I am trying to store the values in a resultset in a Scala Immutable Map.
How can i add there values to an Immutable map as i am iterating the resultset using while loop
val m : Map[String, String] = null
while ( resultSet.next() ) {
val col = resultSet.getString("col_name")
val data = resultSet.getString("data_type")
m += (col -> data) // This Gives Reassignment error
}
I propose :
Iterator.continually{
val col = resultSet.getString("col_name")
val data = resultSet.getString("data_type")
col->data
}.takeWhile( _ => resultSet.next()).toMap
Instead of thinking "let's init an empty collection and fill it" which is imho the mutable way to think, this proposition rather think in terms of "let's declare how to build a collection with those elements in it and be done" :-)

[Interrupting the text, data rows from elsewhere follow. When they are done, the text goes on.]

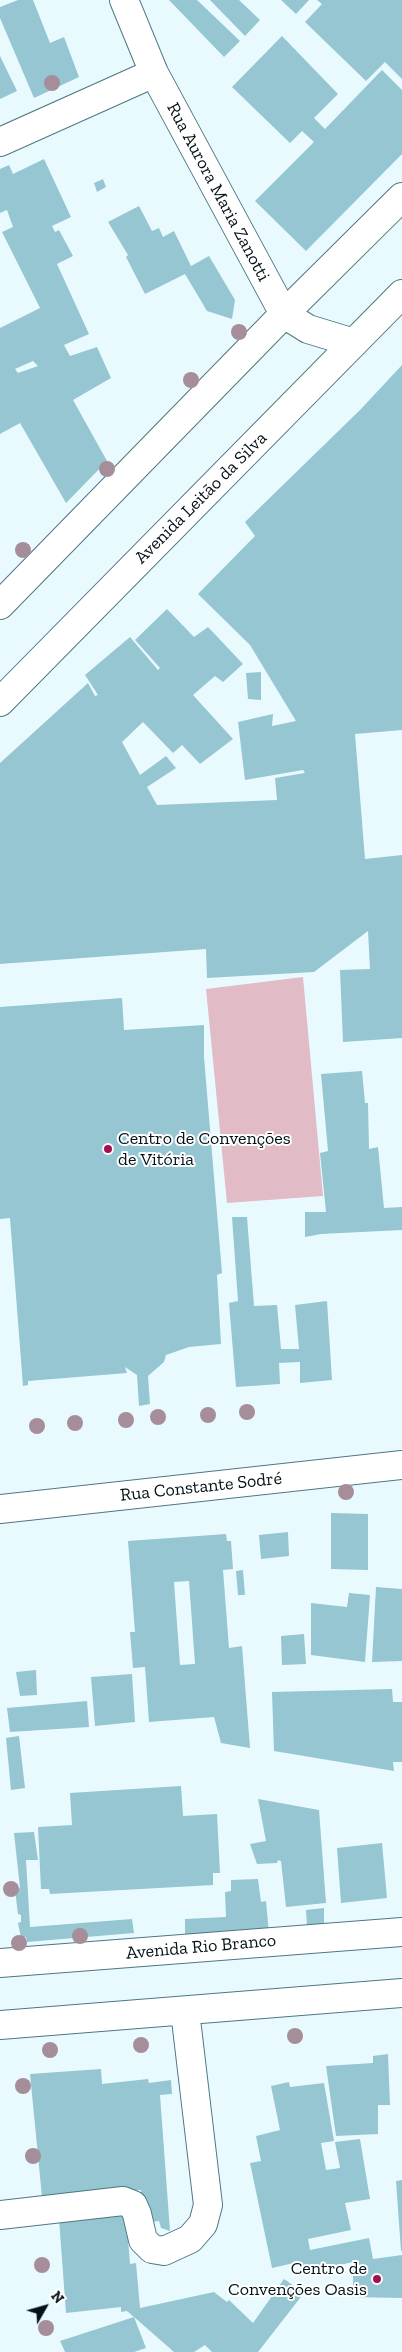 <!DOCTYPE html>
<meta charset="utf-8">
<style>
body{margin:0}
#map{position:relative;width:402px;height:2352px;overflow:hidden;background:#e9faff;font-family:"Zilla Slab",serif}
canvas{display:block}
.north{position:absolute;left:20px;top:2282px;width:50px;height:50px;-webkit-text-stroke:4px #fff;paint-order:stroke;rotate:52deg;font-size:14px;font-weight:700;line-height:20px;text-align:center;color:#031216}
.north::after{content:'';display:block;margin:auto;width:18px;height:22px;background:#031216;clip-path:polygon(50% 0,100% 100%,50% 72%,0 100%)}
</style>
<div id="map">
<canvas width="402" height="2352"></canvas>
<div class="north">N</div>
</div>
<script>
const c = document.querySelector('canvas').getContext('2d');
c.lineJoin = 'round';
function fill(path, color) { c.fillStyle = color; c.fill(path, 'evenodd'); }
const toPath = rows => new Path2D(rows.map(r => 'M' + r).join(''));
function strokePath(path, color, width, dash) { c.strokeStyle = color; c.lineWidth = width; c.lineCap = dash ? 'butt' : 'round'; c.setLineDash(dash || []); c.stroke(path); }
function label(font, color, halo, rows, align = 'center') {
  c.font = font + ' "Zilla Slab",serif'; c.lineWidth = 4; c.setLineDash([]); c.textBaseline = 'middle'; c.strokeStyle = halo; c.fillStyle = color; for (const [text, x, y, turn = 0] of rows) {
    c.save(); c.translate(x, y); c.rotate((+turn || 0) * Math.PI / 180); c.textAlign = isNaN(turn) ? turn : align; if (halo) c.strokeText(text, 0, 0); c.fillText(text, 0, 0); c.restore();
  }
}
const green = toPath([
 [303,977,323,1196,227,1203,206,989]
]);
const building = toPath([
 [18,0,33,0,50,43,64,37,79,77,34,98,0,18,0,7],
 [169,0,197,0,240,41,224,57],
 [210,0,239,0,260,20,245,36],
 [281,0,309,0,296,14],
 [317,0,402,0,402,79,385,62,366,81,305,22,322,4],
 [282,36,338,94,314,118,325,129,382,70,402,90,402,154,306,251,255,201,314,142,302,131,290,143,232,87],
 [0,56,17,91,0,99],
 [44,159,71,217,52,226,55,232,59,230,73,256,57,264,89,334,64,345,70,356,97,347,111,378,73,400,107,461,66,503,20,423,0,434,0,328,40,308,2,232,13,227,7,210,0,213,0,169,9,165,13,174],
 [33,361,38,366,18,373,15,369],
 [103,179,106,187,97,192,94,183],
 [139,206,152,231,159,228,163,237,174,231,191,266,209,256,235,300,232,319,207,311,185,274,145,294,126,257,128,255,108,222],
 [402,365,402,730,355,734,365,859,402,855,402,1038,343,1042,340,970,370,969,368,931,314,972,207,978,206,949,0,964,0,763,88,683,95,696,98,695,85,675,130,637,158,670,160,668,135,640,167,609,194,637,208,627,243,664,223,682,215,676,193,695,233,739,200,764,182,745,173,753,143,722,122,742,140,775,166,756,176,768,147,787,157,805,277,800,275,778,305,773,303,770,245,780,238,722,273,714,272,726,296,721,250,645,198,594,255,536,245,522,361,409],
 [261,672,261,700,248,699,246,673],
 [122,998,124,1030,204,1025,204,1057,222,1273,217,1275,221,1344,189,1347,166,1355,164,1362,148,1376,150,1404,139,1406,137,1375,125,1367,127,1373,28,1381,28,1385,23,1386,10,1218,0,1219,0,1007],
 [362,1071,365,1103,368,1103,369,1149,378,1147,384,1208,402,1207,402,1230,321,1234,305,1237,305,1212,326,1212,320,1153,328,1151,321,1074],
 [232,1217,247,1217,254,1306,277,1305,281,1349,299,1349,295,1305,327,1301,332,1380,300,1383,300,1362,279,1363,280,1384,236,1387,229,1303,238,1301],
 [331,1513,368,1514,368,1570,331,1569],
 [288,1532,289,1556,261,1559,259,1535],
 [226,1534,227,1541,231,1541,233,1569,223,1570,229,1648,242,1646,250,1748,221,1743,214,1717,149,1722,145,1667,133,1668,130,1632,135,1632,128,1541],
 [189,1581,195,1664,180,1665,174,1582],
 [243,1570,245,1595,238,1595,236,1571],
 [376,1587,402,1589,402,1661,372,1662],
 [349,1593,370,1595,365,1662,311,1655,311,1603,347,1607],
 [304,1634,306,1664,282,1665,281,1636],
 [36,1670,37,1695,20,1696,16,1672],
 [132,1674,135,1722,95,1726,91,1677],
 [392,1689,393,1702,402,1702,402,1762,393,1762,394,1771,274,1751,272,1692],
 [87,1701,89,1727,10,1732,7,1708],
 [19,1736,25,1788,11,1790,6,1738],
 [181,1786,183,1816,217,1814,220,1873,213,1873,213,1885,50,1894,49,1889,41,1889,38,1827,72,1825,70,1793],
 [258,1799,319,1810,326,1903,286,1907,281,1861,278,1860,277,1863,257,1864,250,1844,266,1841],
 [34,1832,38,1860,26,1860,30,1927,132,1919,134,1933,27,1942,26,1937,21,1938,18,1923,21,1922,21,1915,18,1914,15,1890,20,1888,14,1833],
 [382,1843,387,1898,341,1903,337,1848],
 [258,1879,261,1902,266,1901,269,1933,185,1940,185,1919,226,1917,225,1892,231,1891,231,1880],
 [324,1908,324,1925,307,1926,306,1910],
 [388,2054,390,2105,378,2105,378,2134,336,2136,326,2066,373,2063,373,2056],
 [101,2069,102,2084,148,2079,149,2083,171,2080,172,2094,160,2095,170,2231,161,2228,159,2221,145,2223,141,2190,42,2197,30,2074],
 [289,2082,290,2087,324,2083,334,2141,321,2143,326,2170,340,2168,335,2142,360,2139,370,2199,345,2203,351,2230,308,2239,310,2250,369,2238,373,2259,402,2255,402,2298,353,2297,353,2262,301,2274,298,2262,272,2268,250,2163,261,2161,256,2136,280,2130,271,2086],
 [402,2180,402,2251,401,2251,396,2181],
 [126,2214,130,2264,136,2263,140,2308,214,2292,227,2302,229,2300,253,2323,284,2279,304,2293,258,2352,212,2352,205,2345,194,2352,174,2352,134,2317,127,2311,121,2312,121,2307,66,2313,59,2219],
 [134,2317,146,2348,134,2352,65,2352,60,2341]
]);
const minor = toPath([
 [124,0,154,73,284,314,308,329,354,343],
 [0,142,154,73],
 [0,605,284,314,402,197],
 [0,702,402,294],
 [0,1509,402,1465],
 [0,1963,402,1932],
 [0,2025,402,1993],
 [0,2215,123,2201,133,2205,137,2214,143,2240,152,2249,164,2251,190,2239,203,2224,208,2205,185,2011]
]);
const trees = [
 [52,83],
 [239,332],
 [191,380],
 [107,469],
 [23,550],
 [247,1412],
 [208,1415],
 [158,1417],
 [126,1420],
 [75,1423],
 [37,1426],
 [346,1492],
 [11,1889],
 [80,1936],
 [19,1943],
 [295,2036],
 [141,2045],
 [50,2050],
 [23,2086],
 [33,2156],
 [42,2265],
 [46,2328]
];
const markers = [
 [108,1149,5,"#a21053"],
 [377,2279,5,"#a21053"]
];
const streetNames = [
 ["Rua Aurora Maria Zanotti",218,192,62],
 ["Avenida Leitão da Silva",201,498,-45],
 ["Rua Constante Sodré",201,1487,-6],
 ["Avenida Rio Branco",201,1947,-5]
];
const poiNames = [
 ["Centro de Convenções",118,1139],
 ["de Vitória",118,1160],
 ["Centro de",367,2269,"right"],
 ["Convenções Oasis",367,2290,"right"]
];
fill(green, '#e1bbc5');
fill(building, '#95c6d1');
strokePath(minor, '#4d7781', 30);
strokePath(minor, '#fff', 28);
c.fillStyle = '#a58e9a';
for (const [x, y] of trees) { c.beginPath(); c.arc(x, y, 8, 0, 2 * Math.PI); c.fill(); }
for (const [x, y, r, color] of markers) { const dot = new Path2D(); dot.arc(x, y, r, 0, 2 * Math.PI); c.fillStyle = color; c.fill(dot); strokePath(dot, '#fff', 2); }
label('18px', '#031216', '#fff', streetNames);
label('18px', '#031216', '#fff', poiNames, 'left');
</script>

You might want to use scala.collection.Iterator[A] so that you can create immutable map out of your java resultSet.
val myMap : Map[String, String] = new Iterator[(String, String)] {
override def hasNext = resultSet.next()
override def next() = {
val col = resultSet.getString("col_name")
val data = resultSet.getString("data_type")
col -> data
}
}.toMap
Otherwise you have to use mutable scala.collection.mutable.Map.